Suppose that you are studying the number of vehicles owned by a US household. You find that the average is 1.8 vehicles per household with a standard deviation of 2.9 vehicles per household.
(a) What is the most likely shape for the population described above?
(b) Find the probability that 45 randomly selected households have an AVERAGE number of vehicles GREATER than 2.5.
(c) Find the probability that 75 randomly selected households have a TOTAL number of vehicles LESS than 150.
(a) The most likely shape for the population described would be a normal distribution. This is because averages of a large number of independent and identically distributed random variables tend to follow a normal distribution due to the Central Limit Theorem.
(b) To find the probability that 45 randomly selected households have an average number of vehicles greater than 2.5, we need to calculate the z-score and the corresponding probability.
First, we need to calculate the standard error of the mean (SEM), which is equal to the standard deviation divided by the square root of the sample size:
SEM = 2.9 / √45 ≈ 0.432
Next, we can calculate the z-score using the formula:
z = (sample mean - population mean) / SEM
In this case, the population mean is 1.8 and the sample mean we want to compare is 2.5:
z = (2.5 - 1.8) / 0.432 ≈ 1.620
Using a standard normal distribution table or a calculator, we can find the probability corresponding to this z-score. The probability is approximately 0.0538, or 5.38%.
Therefore, the probability that 45 randomly selected households have an average number of vehicles greater than 2.5 is approximately 5.38%.
(c) To find the probability that 75 randomly selected households have a total number of vehicles less than 150, we need to calculate the z-score and the corresponding probability.
First, we need to calculate the mean and standard deviation of the total number of vehicles. Since the average number of vehicles per household is 1.8 and the standard deviation is 2.9, the mean and standard deviation of the total number of vehicles can be calculated as follows:
Mean of total number of vehicles = 1.8 * 75 = 135
Standard deviation of total number of vehicles = 2.9 * √75 ≈ 20.15
Next, we need to calculate the z-score using the formula:
z = (sample total - population mean) / (standard deviation / √sample size)

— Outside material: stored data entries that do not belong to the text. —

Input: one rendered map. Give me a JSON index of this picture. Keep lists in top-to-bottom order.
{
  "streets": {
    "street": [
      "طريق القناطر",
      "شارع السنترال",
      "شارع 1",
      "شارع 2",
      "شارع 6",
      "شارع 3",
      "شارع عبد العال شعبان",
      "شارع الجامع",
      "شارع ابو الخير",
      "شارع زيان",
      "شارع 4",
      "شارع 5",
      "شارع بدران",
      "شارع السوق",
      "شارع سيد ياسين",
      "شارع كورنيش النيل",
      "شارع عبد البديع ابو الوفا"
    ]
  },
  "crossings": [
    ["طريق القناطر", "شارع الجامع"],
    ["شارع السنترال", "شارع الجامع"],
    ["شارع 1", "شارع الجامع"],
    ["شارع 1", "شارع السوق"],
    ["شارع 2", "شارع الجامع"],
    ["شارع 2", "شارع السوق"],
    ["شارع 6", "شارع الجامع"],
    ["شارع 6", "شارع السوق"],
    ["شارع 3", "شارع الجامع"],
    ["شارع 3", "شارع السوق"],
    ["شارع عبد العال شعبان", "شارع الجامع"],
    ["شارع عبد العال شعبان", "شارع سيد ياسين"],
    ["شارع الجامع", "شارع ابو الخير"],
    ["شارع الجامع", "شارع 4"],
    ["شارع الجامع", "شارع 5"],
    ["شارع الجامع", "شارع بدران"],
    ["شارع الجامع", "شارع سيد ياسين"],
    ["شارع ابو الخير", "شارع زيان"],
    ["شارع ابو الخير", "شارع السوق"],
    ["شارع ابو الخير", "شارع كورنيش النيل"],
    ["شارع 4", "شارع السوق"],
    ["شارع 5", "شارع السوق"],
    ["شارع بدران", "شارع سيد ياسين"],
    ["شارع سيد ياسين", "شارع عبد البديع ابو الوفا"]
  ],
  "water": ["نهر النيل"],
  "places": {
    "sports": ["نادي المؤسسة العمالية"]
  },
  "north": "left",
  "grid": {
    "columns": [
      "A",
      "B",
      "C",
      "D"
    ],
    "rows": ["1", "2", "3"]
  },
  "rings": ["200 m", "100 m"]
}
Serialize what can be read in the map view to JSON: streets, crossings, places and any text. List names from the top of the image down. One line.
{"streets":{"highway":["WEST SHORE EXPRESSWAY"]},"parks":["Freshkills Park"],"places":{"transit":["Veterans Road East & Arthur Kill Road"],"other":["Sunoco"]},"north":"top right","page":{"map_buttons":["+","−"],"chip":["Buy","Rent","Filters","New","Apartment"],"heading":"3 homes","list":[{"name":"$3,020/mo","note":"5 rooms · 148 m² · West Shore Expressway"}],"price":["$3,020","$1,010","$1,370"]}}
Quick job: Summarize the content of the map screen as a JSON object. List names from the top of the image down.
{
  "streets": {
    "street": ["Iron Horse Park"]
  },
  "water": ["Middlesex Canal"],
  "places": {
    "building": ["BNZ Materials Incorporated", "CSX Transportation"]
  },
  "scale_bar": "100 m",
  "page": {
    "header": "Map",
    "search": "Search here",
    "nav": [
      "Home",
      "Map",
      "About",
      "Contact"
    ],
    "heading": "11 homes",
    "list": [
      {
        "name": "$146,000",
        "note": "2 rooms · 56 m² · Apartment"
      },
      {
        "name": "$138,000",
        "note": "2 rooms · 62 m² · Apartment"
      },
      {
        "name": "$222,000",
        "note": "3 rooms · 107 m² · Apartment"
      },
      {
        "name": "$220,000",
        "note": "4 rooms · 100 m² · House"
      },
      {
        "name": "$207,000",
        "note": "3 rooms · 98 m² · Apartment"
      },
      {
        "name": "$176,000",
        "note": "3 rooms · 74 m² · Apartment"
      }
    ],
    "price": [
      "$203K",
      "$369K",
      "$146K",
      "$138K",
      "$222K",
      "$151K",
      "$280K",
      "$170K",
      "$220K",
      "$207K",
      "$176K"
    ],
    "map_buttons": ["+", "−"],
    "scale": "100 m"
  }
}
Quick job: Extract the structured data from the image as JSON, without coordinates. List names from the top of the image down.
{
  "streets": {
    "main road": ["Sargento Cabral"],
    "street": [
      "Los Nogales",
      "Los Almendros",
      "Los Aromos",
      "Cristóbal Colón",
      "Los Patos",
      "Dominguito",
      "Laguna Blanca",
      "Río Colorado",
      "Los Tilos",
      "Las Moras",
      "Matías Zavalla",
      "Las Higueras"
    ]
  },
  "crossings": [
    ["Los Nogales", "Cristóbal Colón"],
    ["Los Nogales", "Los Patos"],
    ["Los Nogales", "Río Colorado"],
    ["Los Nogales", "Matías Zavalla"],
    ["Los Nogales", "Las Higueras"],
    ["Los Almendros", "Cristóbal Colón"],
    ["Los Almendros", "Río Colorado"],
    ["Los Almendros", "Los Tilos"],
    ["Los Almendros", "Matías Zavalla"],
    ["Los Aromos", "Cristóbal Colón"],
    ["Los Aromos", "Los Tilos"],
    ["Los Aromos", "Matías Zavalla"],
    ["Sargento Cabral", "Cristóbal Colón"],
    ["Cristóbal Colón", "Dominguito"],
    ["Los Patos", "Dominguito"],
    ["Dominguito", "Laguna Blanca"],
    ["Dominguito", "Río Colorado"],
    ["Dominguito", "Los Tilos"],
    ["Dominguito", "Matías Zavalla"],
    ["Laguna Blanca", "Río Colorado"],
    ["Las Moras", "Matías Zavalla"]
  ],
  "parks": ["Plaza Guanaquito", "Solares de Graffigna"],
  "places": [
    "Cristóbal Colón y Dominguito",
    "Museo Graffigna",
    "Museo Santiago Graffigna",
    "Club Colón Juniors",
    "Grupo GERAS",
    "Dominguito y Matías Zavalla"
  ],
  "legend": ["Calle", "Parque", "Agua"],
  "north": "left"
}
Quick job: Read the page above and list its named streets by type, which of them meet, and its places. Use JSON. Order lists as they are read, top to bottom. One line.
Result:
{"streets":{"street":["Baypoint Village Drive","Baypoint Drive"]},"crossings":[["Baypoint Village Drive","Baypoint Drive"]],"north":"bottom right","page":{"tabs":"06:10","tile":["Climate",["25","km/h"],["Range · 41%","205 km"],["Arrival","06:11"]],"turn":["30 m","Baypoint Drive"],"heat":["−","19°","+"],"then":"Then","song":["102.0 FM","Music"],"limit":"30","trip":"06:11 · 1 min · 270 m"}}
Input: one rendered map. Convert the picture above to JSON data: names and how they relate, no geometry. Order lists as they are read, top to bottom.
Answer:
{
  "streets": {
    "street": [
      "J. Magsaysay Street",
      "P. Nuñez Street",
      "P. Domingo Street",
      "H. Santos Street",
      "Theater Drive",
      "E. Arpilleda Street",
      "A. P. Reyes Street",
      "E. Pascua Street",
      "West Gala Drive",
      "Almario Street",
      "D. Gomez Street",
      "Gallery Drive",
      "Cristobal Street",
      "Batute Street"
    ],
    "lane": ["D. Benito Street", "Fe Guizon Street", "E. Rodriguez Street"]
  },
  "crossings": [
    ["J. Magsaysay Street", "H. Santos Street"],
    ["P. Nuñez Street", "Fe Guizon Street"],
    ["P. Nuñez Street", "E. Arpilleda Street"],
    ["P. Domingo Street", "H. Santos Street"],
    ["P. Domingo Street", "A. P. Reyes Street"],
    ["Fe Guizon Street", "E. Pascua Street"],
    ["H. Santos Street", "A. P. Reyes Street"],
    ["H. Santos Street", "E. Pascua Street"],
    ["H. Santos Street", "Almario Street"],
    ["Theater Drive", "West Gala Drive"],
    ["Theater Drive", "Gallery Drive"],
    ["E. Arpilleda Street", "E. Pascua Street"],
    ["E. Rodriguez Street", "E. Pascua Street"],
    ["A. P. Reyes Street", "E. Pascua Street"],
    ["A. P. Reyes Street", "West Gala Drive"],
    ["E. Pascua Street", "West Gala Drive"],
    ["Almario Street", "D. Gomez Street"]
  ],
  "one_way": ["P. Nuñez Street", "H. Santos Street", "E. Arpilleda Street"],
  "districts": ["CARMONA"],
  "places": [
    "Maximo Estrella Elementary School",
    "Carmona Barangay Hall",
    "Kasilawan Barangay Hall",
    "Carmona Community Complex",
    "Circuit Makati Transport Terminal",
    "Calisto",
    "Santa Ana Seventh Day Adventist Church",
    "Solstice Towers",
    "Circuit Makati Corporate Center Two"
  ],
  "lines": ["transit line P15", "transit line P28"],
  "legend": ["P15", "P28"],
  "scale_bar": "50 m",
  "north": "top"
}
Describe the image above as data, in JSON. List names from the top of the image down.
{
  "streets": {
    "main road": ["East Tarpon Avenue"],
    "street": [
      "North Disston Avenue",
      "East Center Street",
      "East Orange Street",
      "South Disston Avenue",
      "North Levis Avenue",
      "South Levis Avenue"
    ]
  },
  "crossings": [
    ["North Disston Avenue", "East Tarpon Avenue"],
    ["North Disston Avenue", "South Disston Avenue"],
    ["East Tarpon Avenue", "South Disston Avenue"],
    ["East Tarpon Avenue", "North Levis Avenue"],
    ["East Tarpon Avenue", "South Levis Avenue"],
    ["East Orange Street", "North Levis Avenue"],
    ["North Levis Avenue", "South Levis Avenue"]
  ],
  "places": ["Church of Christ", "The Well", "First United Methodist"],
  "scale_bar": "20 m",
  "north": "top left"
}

In this case, the population mean is 135 and the sample total we want to compare is 150:
z = (150 - 135) / (20.15 / √75) ≈ 1.06
Using a standard normal distribution table or a calculator, we can find the probability corresponding to this z-score. The probability is approximately 0.8577, or 85.77%.
Therefore, the probability that 75 randomly selected households have a total number of vehicles less than 150 is approximately 85.77%.
(a) The most likely shape for the population described is a normal distribution, also known as a bell curve.
(b) To find the probability that 45 randomly selected households have an average number of vehicles greater than 2.5, we need to use the Central Limit Theorem. According to the Central Limit Theorem, the distribution of sample means will approach a normal distribution as the sample size increases.
Given:
Mean (μ) = 1.8 vehicles per household
Standard Deviation (σ) = 2.9 vehicles per household
Sample Size (n) = 45 households
To calculate the probability, we need to calculate the z-score and find the corresponding probability from the standard normal distribution table.
First, calculate the standard deviation of the sample mean (also known as the standard error):
Standard Error (SE) = σ / √n
SE = 2.9 / √45
SE ≈ 0.4324
Next, we calculate the z-score:
z = (x - μ) / SE
z = (2.5 - 1.8) / 0.4324
z ≈ 1.6206
Now, we can find the probability using the standard normal distribution table or calculator. The probability of having an average number of vehicles greater than 2.5 is the area under the curve to the right of the z-score.
P(z > 1.6206) ≈ 0.0537
So, the probability that 45 randomly selected households have an average number of vehicles greater than 2.5 is approximately 0.0537 or 5.37%.
(c) To find the probability that 75 randomly selected households have a total number of vehicles less than 150, we need to use the Central Limit Theorem again.
Given:
Mean (μ) = 1.8 vehicles per household
Standard Deviation (σ) = 2.9 vehicles per household
Sample Size (n) = 75 households
To calculate the probability, we need to calculate the z-score and find the corresponding probability from the standard normal distribution table.
First, calculate the standard deviation of the sample total (also known as the standard error):
Standard Error (SE) = σ / √n
SE = 2.9 / √75
SE ≈ 0.3346
Next, we calculate the z-score:
z = (x - μ) / SE
z = (150 - (1.8 * 75)) / 0.3346
z ≈ 25.164
Now, we can find the probability using the standard normal distribution table or calculator. The probability of having a total number of vehicles less than 150 is the area under the curve to the left of the z-score.
P(z < 25.164) ≈ 1.0 (approximately)
So, the probability that 75 randomly selected households have a total number of vehicles less than 150 is approximately 1.0 or 100%.